The University of California-Santa Barbara student government recently voted 13-12 against an Israel divestment resolution in a highly contentious decision preceded by eight hours of debate.
The College Fix reported on some of that rancorous debate, but additional details have emerged via a letter to the editor in The Bottom Line campus news outlet.
Written by Margaux Gundzik, it details the quite shocking level of vitriol and hate that was spewed at Jewish students. She wrote in part:
I am disgusted by the normalization of anti-Semitic language so casually thrown around at the meeting. In those eight hours, I was told that Jews control the government, that all Jews are rich, that Zionism is racism, that the marginalization of Jewish students is justified because it prevents the marginalization of other minority groups, that Israel sterilizes its Ethiopian women (this is obviously not true), and that Palestinians in America who speak out against Israel are sought out by the IDF and denied entrance into Israel (also a ridiculous conspiracy theory). I heard a senator—someone who is supposed to be my representative—say that people were only voting against this resolution because they were afraid of losing “Jew support.” I heard my peers laugh at the mention of terrorists hurling stones at the heads of Israeli civilians intending to kill them. I saw students smile and cheer enthusiastically as a woman stood up and said the words, “I am ashamed to be a Jew.” The rhetoric I heard from students opposing Israel at this meeting could easily be equated to arguments that I have only seen in quotes at museums or mentioned in textbooks for their use in the justification of historical persecution of the Jewish race.
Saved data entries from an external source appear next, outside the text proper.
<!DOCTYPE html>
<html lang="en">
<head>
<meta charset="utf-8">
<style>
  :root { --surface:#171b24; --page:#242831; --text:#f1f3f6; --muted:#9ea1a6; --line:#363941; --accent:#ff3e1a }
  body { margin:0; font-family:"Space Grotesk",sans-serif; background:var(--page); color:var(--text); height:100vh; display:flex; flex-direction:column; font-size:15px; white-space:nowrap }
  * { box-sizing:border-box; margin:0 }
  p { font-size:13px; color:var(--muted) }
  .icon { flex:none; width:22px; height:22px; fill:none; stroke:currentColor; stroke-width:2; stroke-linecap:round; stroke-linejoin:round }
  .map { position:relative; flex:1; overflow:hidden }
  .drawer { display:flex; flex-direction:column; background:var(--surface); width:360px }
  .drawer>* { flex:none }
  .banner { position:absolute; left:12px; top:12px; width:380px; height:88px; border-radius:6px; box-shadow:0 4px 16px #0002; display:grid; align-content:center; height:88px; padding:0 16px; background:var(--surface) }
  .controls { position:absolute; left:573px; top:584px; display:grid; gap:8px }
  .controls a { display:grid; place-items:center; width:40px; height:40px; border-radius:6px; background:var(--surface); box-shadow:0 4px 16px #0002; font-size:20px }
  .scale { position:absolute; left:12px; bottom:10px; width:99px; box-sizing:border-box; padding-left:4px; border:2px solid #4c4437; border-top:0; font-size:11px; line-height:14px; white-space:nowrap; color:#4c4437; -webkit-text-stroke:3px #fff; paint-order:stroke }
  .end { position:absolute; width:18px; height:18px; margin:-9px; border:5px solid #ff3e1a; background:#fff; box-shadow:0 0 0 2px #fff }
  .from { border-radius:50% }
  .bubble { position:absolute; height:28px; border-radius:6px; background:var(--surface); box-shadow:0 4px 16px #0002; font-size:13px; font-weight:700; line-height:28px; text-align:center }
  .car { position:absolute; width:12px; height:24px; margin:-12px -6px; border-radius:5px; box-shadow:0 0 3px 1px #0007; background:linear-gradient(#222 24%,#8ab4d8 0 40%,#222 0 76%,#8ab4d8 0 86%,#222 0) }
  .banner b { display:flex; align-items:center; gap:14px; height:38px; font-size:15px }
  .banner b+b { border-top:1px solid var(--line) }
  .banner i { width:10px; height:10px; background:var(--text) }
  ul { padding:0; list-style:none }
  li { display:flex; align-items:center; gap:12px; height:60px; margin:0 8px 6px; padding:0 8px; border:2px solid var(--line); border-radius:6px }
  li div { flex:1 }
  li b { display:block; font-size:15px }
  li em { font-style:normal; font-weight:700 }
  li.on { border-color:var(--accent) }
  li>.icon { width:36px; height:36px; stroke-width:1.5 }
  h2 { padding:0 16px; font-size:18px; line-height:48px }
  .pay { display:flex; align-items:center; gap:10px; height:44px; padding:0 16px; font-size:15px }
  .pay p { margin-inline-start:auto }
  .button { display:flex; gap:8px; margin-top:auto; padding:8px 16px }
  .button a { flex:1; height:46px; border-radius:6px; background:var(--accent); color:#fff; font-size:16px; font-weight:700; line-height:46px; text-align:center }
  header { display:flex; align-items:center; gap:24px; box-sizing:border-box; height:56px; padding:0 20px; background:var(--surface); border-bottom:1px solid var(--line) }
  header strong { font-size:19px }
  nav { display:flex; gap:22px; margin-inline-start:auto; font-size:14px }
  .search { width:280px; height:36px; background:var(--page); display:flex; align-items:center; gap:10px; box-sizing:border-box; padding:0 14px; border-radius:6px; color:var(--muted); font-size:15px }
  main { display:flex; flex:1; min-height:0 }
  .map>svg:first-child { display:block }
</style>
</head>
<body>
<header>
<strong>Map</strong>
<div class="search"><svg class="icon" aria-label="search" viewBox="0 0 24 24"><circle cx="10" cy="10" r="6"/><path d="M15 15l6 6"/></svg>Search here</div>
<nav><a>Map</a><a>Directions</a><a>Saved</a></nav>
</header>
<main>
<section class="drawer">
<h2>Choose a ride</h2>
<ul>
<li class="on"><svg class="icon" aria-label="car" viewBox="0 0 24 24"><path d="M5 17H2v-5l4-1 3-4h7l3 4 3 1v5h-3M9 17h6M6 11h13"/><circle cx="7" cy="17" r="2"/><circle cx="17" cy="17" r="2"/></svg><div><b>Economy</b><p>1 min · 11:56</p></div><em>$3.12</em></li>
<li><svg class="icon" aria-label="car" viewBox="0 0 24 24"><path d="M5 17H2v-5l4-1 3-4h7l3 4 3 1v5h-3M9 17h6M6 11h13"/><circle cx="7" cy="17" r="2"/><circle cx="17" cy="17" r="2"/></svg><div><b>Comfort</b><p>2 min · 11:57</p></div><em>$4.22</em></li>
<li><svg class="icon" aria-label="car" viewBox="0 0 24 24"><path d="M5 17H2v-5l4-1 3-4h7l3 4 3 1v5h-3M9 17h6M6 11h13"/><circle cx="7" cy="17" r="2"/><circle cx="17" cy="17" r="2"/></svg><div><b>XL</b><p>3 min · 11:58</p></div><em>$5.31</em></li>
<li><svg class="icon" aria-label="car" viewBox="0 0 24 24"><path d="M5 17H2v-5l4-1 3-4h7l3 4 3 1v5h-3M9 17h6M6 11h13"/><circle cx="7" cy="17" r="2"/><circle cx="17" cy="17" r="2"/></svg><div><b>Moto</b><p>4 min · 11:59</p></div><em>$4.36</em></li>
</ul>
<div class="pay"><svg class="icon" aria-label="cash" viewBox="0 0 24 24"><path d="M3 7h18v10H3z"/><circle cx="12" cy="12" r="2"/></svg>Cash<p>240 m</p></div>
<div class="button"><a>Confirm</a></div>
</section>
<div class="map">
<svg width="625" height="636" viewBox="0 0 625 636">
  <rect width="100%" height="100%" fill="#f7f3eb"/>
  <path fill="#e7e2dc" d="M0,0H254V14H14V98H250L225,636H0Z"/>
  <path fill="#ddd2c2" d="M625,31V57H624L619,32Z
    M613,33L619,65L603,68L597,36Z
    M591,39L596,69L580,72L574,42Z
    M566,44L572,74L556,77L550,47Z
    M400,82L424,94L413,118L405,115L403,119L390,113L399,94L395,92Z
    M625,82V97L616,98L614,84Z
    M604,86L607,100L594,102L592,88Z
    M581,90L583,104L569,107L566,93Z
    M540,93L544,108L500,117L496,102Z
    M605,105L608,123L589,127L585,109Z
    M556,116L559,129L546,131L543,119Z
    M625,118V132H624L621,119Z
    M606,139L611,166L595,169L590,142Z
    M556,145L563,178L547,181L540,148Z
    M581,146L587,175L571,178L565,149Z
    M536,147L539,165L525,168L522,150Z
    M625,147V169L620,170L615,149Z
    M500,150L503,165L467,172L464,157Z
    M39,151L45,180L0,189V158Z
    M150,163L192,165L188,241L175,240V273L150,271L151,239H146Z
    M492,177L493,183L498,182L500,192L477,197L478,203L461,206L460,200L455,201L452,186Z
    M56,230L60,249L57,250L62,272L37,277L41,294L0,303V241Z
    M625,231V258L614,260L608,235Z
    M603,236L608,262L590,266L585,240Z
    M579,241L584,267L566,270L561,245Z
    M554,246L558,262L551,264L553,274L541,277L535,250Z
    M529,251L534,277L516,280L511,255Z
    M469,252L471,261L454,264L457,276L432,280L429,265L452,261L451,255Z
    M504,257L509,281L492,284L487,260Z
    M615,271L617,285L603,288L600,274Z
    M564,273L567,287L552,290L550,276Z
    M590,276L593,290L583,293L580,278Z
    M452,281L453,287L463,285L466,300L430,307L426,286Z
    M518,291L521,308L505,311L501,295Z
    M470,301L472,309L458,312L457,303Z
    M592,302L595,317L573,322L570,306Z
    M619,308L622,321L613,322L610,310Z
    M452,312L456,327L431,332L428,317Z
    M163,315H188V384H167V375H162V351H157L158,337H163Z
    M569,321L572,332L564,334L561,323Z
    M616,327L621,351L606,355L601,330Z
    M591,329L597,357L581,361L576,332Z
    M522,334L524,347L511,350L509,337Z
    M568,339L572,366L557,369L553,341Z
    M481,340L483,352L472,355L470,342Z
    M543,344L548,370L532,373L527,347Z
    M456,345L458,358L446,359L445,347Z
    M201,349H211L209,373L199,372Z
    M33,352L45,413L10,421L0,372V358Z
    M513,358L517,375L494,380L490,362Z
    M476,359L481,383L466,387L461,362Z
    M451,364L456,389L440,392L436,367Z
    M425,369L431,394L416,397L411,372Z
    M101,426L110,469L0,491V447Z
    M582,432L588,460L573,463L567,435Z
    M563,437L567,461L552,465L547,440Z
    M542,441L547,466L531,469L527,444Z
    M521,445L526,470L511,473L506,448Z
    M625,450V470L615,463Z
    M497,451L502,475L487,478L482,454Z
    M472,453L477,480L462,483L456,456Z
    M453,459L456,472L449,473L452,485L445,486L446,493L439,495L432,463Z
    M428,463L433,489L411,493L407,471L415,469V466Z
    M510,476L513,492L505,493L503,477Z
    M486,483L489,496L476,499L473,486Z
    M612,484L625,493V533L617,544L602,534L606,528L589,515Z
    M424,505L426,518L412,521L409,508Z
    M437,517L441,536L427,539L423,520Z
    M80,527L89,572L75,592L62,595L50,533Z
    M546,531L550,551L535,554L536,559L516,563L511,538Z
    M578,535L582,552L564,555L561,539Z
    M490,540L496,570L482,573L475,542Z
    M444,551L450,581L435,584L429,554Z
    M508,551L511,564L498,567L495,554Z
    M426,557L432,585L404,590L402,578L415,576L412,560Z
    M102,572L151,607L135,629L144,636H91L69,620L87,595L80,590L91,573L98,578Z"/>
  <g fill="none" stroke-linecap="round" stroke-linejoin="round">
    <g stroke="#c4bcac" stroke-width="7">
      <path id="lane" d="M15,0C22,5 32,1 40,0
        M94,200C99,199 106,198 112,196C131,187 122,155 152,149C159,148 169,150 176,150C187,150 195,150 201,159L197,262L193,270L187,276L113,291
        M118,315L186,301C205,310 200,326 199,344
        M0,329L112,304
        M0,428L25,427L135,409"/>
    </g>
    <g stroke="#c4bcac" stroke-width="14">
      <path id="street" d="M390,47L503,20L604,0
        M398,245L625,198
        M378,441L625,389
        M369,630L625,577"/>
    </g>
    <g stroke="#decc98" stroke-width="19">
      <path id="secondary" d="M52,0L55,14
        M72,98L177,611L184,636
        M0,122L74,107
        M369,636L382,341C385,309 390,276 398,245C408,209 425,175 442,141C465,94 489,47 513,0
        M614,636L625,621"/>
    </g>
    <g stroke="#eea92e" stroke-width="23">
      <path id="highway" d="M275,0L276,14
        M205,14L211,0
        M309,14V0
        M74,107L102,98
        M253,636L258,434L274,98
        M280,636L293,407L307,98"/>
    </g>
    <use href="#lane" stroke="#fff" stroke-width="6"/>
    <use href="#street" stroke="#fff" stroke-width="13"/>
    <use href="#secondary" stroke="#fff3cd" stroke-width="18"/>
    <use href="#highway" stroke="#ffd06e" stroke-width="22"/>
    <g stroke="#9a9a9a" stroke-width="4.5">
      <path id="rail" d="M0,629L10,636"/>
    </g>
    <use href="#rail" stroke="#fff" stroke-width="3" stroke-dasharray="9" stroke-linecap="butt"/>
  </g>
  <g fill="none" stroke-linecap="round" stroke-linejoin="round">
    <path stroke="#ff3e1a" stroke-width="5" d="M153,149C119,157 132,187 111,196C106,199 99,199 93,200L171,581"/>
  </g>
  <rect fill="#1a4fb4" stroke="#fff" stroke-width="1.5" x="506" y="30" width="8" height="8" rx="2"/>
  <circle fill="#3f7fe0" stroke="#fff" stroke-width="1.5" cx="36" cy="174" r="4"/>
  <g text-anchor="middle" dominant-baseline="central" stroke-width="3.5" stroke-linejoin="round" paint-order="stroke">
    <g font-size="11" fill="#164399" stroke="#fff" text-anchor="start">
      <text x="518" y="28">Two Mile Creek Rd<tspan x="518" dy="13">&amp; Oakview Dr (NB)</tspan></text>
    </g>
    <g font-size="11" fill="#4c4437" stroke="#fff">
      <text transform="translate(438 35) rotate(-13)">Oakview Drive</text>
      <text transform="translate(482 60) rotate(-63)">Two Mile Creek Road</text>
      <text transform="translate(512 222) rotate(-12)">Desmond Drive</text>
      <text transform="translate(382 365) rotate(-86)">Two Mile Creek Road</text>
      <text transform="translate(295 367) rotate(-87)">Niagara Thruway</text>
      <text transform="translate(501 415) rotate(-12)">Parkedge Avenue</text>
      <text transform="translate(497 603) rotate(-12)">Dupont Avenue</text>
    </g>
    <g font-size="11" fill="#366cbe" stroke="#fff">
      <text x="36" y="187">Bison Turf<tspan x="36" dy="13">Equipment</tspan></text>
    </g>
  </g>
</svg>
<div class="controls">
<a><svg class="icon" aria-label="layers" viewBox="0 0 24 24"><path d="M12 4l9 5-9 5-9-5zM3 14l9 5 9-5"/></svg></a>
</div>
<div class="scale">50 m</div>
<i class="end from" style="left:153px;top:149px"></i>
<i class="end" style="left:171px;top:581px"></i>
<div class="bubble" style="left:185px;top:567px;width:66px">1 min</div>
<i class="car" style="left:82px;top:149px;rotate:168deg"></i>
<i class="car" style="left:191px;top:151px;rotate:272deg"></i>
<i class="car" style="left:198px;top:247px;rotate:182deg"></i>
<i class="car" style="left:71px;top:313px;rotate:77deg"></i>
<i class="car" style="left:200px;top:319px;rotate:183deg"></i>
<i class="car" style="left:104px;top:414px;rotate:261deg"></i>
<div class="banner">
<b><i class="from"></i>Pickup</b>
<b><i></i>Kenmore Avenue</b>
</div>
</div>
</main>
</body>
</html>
Ironically, it was the people who made these statements who also argued that this resolution was not anti-Semitic and that my personal feelings of it being anti-Semitic were invalid.
If any other minority had voiced these same concerns regarding any other resolution, no administration would dare question the validity of their feelings. The resolution would be dismissed without question. Yet, my community is forced to stand in front of hundreds of people year after year and explain to them why something is racially offensive to us.